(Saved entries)
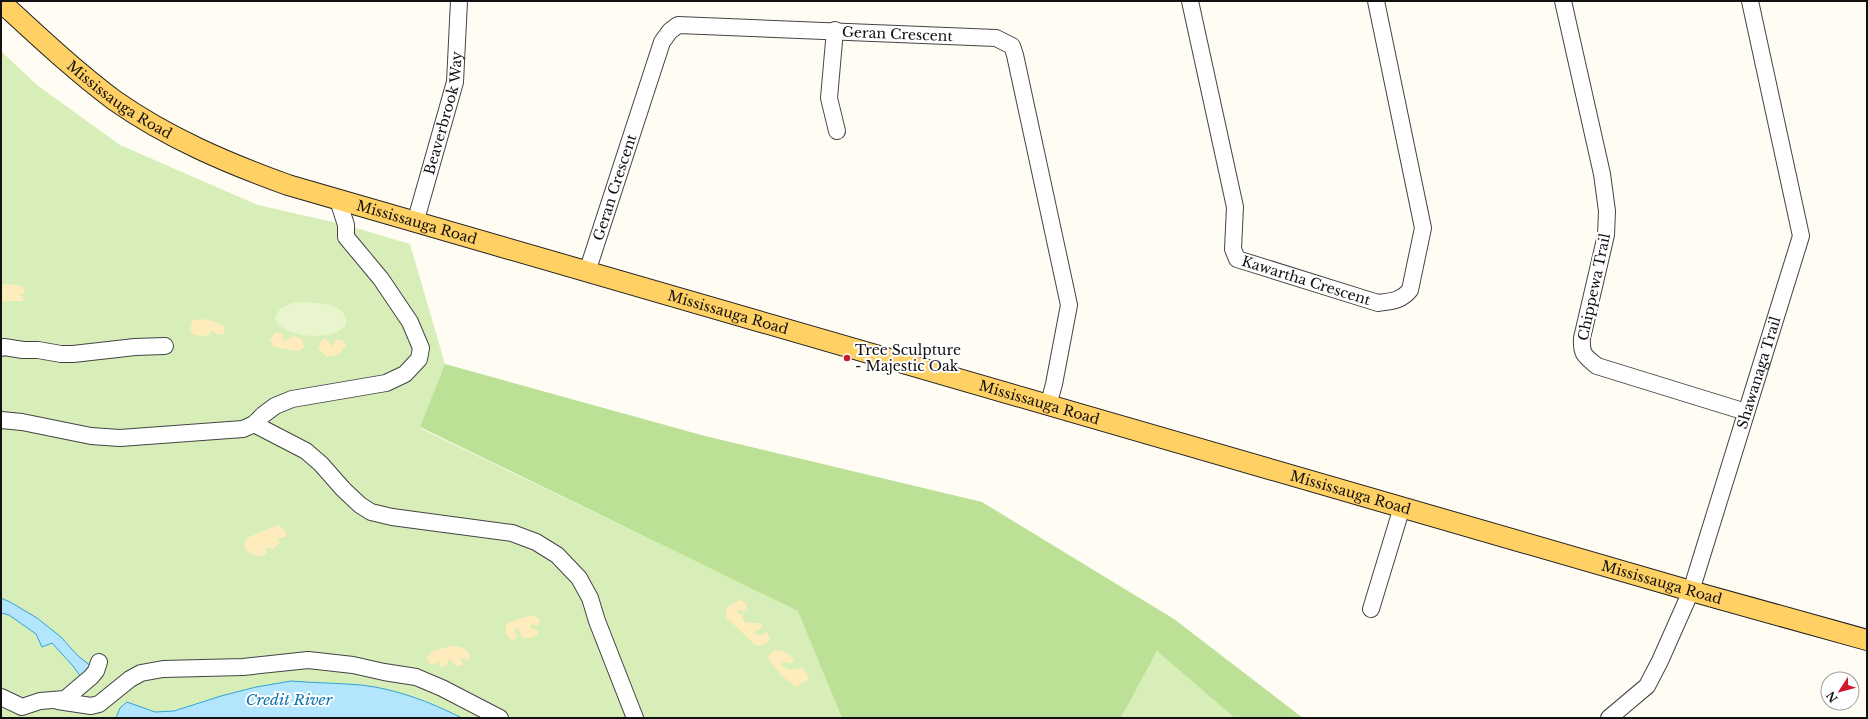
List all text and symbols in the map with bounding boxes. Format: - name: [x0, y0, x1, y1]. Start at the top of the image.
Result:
- street label: Geran Crescent: [841, 23, 954, 45]
- street label: Beaverbrook Way: [420, 51, 466, 177]
- street label: Mississauga Road: [63, 57, 176, 143]
- street label: Geran Crescent: [589, 131, 641, 243]
- street label: Mississauga Road: [354, 196, 480, 248]
- street label: Chippewa Trail: [1574, 231, 1614, 342]
- street label: Kawartha Crescent: [1239, 252, 1373, 309]
- street label: Mississauga Road: [666, 286, 791, 338]
- street label: Shawanaga Trail: [1733, 314, 1785, 431]
- place label: Tree Sculpture - Majestic Oak: [855, 341, 961, 375]
- marker: Tree Sculpture - Majestic Oak: [842, 353, 852, 363]
- street label: Mississauga Road: [977, 376, 1102, 429]
- street label: Mississauga Road: [1288, 466, 1413, 519]
- street label: Mississauga Road: [1599, 557, 1725, 608]
- north arrow: [1820, 671, 1860, 711]
- text: N: [1823, 688, 1841, 705]
- water label: Credit River: [246, 690, 333, 709]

THE TASK
Pictures aside, retype all of the entries word for word.

YOUR RESPONSE
List all text and symbols in the map with bounding boxes. Format: - name: [x0, y0, x1, y1]. Start at the top of the image.
Result:
- street label: Geran Crescent: [841, 23, 954, 45]
- street label: Beaverbrook Way: [420, 51, 466, 177]
- street label: Mississauga Road: [63, 57, 176, 143]
- street label: Geran Crescent: [589, 131, 641, 243]
- street label: Mississauga Road: [354, 196, 480, 248]
- street label: Chippewa Trail: [1574, 231, 1614, 342]
- street label: Kawartha Crescent: [1239, 252, 1373, 309]
- street label: Mississauga Road: [666, 286, 791, 338]
- street label: Shawanaga Trail: [1733, 314, 1785, 431]
- place label: Tree Sculpture - Majestic Oak: [855, 341, 961, 375]
- marker: Tree Sculpture - Majestic Oak: [842, 353, 852, 363]
- street label: Mississauga Road: [977, 376, 1102, 429]
- street label: Mississauga Road: [1288, 466, 1413, 519]
- street label: Mississauga Road: [1599, 557, 1725, 608]
- north arrow: [1820, 671, 1860, 711]
- text: N: [1823, 688, 1841, 705]
- water label: Credit River: [246, 690, 333, 709]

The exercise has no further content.